Whenever a line in the records below contains "nowrap", pick it out.

» **Recorded data**
▼▼▼
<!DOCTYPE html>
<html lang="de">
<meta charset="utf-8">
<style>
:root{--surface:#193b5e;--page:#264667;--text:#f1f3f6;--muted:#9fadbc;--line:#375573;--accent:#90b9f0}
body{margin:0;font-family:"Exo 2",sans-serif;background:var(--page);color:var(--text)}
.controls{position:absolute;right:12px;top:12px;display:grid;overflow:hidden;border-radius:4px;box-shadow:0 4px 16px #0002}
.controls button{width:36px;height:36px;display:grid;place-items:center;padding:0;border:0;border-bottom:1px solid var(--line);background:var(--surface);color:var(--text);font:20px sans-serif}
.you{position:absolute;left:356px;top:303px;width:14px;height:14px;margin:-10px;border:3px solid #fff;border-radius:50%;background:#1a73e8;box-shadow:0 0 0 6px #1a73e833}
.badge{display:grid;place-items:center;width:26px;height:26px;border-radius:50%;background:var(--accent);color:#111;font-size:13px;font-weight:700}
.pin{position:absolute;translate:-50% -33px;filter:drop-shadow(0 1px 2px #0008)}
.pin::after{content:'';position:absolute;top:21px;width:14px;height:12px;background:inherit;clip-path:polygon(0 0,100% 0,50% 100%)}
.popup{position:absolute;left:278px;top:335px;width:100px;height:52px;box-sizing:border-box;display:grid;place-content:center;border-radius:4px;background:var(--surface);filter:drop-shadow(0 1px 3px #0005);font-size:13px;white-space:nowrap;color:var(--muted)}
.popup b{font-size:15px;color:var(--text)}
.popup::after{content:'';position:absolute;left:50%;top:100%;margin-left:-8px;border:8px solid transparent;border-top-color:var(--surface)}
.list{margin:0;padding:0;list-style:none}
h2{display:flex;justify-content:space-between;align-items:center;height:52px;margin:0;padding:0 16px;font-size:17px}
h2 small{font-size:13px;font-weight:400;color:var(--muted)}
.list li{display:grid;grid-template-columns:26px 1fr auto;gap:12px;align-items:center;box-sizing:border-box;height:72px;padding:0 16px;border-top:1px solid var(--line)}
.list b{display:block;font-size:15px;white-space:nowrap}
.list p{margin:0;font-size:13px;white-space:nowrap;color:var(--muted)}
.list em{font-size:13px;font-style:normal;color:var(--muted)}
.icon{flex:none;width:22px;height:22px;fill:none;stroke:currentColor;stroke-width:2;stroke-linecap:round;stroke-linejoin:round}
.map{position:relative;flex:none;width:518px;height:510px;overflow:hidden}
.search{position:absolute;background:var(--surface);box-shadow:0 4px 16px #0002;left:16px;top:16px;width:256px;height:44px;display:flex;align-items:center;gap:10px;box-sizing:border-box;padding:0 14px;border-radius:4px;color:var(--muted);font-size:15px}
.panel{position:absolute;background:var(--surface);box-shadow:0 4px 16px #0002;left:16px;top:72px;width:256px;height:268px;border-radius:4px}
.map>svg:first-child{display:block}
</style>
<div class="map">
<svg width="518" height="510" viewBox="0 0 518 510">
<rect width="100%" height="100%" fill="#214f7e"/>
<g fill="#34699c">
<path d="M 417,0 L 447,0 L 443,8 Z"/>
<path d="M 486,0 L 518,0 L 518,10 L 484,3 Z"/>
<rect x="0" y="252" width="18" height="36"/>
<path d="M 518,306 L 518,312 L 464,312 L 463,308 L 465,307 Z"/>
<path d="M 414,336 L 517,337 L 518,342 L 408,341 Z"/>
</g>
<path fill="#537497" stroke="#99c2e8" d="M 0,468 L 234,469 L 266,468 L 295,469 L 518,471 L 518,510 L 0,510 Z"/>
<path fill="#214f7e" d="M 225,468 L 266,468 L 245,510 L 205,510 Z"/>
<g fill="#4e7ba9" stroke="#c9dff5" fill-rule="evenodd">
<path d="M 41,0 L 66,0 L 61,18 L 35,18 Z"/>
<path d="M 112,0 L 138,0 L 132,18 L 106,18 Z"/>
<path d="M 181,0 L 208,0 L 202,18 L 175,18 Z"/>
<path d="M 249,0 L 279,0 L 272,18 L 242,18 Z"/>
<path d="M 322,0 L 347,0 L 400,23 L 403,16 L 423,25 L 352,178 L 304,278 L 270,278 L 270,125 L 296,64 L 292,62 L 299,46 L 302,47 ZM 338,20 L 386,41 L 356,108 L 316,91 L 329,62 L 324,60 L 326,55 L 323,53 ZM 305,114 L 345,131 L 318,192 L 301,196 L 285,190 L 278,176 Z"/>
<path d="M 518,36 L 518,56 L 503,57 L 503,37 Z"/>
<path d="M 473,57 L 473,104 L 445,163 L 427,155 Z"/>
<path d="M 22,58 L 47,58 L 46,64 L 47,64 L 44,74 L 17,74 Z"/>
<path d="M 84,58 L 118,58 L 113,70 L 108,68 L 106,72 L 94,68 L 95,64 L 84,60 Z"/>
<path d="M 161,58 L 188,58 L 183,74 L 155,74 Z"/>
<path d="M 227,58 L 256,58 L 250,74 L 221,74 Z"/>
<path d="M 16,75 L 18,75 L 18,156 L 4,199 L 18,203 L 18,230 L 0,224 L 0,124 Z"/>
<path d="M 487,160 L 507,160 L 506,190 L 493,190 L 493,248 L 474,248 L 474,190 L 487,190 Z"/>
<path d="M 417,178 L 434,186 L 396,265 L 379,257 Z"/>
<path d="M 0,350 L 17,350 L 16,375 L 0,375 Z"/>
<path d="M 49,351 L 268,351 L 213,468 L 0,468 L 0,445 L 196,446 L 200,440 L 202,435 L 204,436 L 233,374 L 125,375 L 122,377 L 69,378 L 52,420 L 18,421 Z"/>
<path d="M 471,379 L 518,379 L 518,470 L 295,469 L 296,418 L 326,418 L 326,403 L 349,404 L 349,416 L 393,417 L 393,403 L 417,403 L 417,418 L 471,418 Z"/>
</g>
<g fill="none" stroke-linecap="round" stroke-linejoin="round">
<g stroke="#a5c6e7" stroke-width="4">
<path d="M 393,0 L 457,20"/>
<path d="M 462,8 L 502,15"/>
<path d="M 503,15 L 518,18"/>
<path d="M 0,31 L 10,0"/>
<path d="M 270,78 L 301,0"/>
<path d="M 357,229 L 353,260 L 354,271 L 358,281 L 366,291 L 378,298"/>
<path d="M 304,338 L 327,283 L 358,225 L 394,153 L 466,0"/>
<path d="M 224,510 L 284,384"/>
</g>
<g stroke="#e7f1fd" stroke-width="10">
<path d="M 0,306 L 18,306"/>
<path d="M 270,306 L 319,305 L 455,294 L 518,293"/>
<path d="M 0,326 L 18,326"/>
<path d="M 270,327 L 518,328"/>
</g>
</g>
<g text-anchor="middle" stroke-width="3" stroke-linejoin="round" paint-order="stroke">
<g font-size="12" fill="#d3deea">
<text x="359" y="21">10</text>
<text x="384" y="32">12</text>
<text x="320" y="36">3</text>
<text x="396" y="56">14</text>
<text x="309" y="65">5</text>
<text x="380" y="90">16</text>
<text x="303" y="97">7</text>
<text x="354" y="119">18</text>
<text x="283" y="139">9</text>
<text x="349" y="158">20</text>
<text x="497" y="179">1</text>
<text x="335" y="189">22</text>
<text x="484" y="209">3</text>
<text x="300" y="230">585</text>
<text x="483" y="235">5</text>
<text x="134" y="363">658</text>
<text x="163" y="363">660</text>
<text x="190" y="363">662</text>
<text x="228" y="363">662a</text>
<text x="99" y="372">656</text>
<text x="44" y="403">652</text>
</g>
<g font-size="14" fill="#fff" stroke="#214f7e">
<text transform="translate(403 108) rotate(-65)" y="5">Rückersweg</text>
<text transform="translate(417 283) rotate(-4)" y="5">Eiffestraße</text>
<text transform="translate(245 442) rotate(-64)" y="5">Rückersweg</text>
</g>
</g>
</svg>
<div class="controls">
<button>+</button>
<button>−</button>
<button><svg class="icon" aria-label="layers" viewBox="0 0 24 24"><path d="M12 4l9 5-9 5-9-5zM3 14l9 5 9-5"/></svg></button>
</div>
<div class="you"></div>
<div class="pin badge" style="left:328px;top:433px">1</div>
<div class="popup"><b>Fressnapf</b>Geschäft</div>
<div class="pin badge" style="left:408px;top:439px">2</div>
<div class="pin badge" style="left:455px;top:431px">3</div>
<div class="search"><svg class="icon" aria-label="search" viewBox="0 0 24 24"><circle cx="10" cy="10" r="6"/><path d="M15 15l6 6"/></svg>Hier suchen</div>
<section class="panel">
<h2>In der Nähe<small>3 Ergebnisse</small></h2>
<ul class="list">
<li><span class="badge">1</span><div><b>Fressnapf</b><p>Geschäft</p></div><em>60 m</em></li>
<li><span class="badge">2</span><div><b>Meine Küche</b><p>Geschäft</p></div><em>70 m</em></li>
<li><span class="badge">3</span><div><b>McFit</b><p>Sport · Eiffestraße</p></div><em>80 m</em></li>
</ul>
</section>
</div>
▲▲▲
▼▼▼
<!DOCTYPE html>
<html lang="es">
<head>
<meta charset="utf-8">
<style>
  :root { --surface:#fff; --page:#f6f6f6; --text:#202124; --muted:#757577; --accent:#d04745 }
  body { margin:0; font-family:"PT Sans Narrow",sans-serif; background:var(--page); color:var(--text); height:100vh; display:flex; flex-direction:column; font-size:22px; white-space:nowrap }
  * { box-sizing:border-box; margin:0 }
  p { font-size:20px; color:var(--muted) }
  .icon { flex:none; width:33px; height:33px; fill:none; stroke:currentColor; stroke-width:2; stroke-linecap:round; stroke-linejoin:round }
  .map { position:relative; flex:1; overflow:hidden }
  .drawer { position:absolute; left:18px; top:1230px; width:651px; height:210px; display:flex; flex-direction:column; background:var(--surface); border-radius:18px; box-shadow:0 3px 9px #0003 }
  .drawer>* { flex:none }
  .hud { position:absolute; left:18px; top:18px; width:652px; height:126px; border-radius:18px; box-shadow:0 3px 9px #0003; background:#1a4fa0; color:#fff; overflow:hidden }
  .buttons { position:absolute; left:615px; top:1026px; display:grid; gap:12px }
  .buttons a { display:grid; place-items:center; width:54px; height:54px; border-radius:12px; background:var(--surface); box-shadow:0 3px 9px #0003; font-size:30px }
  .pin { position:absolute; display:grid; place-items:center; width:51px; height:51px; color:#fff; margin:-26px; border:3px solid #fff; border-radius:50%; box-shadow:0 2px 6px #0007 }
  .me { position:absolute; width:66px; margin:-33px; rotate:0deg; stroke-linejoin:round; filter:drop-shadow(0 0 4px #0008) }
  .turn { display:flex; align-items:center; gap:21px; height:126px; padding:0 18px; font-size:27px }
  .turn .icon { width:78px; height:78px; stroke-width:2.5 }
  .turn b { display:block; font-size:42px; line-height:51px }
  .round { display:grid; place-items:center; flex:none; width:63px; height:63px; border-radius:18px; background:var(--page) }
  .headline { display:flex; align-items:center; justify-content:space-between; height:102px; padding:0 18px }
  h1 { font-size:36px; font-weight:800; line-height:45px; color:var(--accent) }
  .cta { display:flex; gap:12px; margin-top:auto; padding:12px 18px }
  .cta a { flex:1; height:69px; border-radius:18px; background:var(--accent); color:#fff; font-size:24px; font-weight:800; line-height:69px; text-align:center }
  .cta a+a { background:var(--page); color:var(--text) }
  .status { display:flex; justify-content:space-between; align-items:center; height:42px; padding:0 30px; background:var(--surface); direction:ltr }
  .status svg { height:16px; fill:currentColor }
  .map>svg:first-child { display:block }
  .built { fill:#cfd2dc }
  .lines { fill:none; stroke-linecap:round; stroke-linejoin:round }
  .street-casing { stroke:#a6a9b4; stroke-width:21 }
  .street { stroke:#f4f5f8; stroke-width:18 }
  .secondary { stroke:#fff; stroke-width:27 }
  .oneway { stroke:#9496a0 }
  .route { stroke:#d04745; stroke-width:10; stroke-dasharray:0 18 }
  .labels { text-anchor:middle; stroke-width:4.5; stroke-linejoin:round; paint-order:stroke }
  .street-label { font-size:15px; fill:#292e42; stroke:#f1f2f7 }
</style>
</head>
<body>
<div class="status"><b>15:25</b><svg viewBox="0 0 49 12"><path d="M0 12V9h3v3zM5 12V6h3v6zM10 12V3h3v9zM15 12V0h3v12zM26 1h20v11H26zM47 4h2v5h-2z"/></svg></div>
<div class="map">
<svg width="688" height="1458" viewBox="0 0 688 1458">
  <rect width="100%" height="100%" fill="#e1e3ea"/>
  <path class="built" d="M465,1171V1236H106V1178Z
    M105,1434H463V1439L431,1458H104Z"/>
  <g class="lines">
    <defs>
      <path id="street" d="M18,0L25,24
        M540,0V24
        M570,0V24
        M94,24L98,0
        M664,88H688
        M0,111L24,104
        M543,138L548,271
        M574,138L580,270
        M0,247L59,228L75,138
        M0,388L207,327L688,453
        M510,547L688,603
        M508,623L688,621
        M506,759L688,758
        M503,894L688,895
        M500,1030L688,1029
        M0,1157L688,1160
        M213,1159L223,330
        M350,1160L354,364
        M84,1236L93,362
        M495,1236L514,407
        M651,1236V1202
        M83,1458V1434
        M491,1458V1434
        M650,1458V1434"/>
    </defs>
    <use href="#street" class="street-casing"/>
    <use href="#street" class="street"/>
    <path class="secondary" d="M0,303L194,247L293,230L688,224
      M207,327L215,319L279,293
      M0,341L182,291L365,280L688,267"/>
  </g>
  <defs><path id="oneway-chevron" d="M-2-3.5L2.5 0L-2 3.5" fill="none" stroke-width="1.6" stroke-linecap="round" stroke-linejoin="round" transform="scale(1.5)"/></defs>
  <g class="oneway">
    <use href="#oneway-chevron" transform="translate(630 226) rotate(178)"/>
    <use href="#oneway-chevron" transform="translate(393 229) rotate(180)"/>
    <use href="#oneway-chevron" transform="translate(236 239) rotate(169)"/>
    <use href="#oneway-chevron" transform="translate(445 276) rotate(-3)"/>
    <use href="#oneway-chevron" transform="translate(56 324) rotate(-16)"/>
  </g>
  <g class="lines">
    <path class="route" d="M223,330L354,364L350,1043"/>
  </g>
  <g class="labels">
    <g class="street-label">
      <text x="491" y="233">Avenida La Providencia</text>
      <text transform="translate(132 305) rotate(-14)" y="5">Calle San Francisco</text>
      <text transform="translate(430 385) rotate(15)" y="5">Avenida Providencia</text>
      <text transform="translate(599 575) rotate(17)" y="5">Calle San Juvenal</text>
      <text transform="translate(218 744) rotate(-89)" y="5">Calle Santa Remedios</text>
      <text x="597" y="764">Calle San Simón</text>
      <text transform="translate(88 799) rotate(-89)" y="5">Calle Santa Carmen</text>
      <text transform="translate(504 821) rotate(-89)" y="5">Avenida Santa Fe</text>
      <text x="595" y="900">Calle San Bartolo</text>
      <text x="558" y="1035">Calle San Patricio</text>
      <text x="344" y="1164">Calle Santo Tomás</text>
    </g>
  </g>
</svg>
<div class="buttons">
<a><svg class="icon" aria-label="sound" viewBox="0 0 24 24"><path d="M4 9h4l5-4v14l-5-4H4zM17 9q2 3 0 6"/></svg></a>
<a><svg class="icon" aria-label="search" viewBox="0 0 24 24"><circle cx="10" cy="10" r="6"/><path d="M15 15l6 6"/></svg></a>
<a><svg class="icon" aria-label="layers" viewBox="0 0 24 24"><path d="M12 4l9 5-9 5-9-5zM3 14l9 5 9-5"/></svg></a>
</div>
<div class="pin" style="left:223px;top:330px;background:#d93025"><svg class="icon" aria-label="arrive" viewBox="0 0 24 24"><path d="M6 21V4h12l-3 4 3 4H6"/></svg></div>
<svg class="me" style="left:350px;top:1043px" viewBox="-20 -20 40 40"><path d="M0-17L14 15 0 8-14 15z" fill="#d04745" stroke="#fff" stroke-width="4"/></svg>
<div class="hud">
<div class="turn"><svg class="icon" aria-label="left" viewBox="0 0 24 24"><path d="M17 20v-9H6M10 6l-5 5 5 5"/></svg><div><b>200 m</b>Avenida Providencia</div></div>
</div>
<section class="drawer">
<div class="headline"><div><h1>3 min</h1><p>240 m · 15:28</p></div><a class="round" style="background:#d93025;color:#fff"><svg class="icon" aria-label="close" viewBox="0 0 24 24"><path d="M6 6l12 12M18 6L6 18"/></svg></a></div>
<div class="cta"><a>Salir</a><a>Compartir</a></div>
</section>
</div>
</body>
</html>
▲▲▲
» **Finished task**
.popup{position:absolute;left:278px;top:335px;width:100px;height:52px;box-sizing:border-box;display:grid;place-content:center;border-radius:4px;background:var(--surface);filter:drop-shadow(0 1px 3px #0005);font-size:13px;white-space:nowrap;color:var(--muted)}
.list b{display:block;font-size:15px;white-space:nowrap}
.list p{margin:0;font-size:13px;white-space:nowrap;color:var(--muted)}
  body { margin:0; font-family:"PT Sans Narrow",sans-serif; background:var(--page); color:var(--text); height:100vh; display:flex; flex-direction:column; font-size:22px; white-space:nowrap }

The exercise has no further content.